You are hysterical. I would have laughed for days with that overlay!
My brothers and I were born in 1972, 1974 and 1981. My mom went 9-10 days "overdue" and had such long labors with very slow progress that I believe she would have been induced and/or sectioned for failure to progress these days. Scary thought, since we were all healthy and so was she.
KK, my brother and I would have been born by c-section. No doubt. My mom's OB was concerned about her being weeks past her due date, being petite with what must have been a huge fundal measurement and gave her an x-ray to measure her pelvis. Yes, I was x-rayed as a fetus. Lucky me. My point is that the push was to reassure her (and him) that she could give birth vaginally, not to try to build a case for a c-section. It's a totally different mindset.
my sister and i would also have beenborn by c-section today. We were 9 weeks premature twins. At the hospital tour that we took before our daughter was born we were told that their high c-section rate was due to babies being born before 35 weeks because "their little bodies couldn't take being born vaginally". Seriously? My sister and I were born at 31weeks and our bodies were just fine, thanks! That was in 1982, though, when c-section rates were pretty low.

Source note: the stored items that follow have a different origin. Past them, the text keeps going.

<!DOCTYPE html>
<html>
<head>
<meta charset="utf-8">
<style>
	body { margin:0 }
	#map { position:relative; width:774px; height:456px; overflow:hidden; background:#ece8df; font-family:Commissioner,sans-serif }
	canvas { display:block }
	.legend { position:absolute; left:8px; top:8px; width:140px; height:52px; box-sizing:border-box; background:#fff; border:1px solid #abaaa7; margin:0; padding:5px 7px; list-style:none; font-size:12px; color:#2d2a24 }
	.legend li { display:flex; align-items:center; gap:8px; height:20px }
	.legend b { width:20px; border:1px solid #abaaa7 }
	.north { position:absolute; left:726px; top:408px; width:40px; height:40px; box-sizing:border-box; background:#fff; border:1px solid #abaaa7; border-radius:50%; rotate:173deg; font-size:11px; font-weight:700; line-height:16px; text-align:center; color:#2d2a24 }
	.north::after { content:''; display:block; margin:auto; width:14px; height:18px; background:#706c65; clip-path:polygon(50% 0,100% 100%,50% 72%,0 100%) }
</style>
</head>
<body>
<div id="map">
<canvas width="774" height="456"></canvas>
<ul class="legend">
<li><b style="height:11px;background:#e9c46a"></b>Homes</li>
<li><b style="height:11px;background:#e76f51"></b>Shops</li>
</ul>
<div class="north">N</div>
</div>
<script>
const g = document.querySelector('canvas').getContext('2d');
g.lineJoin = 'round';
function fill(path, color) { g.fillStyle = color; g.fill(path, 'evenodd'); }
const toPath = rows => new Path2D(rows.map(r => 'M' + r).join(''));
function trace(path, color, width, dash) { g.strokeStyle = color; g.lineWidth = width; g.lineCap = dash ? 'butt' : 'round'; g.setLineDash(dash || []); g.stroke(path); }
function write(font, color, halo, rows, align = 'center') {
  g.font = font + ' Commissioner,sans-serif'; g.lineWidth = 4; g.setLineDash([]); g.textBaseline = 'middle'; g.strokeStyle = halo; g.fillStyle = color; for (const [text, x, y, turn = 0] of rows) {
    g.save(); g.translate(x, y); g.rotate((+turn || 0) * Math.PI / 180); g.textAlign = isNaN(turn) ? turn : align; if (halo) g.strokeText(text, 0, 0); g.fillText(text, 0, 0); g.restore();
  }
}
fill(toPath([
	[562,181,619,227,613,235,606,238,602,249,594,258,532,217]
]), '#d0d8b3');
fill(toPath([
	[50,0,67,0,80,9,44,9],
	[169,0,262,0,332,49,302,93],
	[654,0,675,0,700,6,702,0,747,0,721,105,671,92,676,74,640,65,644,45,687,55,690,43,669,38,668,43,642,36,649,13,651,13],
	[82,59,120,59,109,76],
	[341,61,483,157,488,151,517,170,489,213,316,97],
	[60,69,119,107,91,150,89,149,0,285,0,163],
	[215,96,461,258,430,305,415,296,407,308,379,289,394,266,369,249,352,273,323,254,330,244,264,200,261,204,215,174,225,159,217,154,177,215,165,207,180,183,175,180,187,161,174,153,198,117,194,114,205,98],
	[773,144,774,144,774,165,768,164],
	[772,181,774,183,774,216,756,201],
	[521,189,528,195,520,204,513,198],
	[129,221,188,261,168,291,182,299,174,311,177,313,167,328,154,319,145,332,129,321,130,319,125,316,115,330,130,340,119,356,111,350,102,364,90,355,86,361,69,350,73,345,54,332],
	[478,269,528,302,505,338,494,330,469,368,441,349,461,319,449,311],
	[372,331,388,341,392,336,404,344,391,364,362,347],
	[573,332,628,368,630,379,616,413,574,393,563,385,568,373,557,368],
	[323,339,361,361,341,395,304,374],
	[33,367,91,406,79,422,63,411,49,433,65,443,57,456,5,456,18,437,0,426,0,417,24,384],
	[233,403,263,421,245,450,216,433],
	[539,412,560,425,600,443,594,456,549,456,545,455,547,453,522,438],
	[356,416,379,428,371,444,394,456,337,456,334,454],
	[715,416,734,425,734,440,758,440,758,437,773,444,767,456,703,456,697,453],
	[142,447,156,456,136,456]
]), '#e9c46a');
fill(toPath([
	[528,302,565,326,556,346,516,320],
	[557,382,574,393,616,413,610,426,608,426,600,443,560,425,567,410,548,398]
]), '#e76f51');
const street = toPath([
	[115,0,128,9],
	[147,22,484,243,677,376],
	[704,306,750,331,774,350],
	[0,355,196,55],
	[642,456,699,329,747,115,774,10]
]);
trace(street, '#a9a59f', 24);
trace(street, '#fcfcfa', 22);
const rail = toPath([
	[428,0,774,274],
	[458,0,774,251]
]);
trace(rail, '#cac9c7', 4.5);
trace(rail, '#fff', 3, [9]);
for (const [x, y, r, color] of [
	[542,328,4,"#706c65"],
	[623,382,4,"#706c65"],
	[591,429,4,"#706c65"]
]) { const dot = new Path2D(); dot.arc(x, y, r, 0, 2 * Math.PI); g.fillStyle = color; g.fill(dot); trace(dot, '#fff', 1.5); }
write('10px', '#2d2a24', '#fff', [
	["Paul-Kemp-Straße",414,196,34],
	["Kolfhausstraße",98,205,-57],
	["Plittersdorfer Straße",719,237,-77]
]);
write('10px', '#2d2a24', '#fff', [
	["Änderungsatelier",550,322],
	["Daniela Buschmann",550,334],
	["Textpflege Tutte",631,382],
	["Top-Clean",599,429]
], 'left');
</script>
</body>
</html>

Wait...is the CDC really, truly going to release the 2008 rates in the really, truly near future? (I'm still stunned by the insinuation that this is FINALLY around the corner!)
I'd like to see the birth injury rates over the same period so we can tell whether all these surgeries that are supposed to prevent bad outcomes for babies might have any correlation.
LOL on the bananas, Jill.
Birth injuries/ neonatal mortality is an interesting idea. I think what I'll do is throw some of these together with a big disclaimer that this is just a crude visual presentation, not anything scientific.
I'd like to know at what point spinal anesthesia came into the picture because that's when the risks to the baby would have dropped considerably.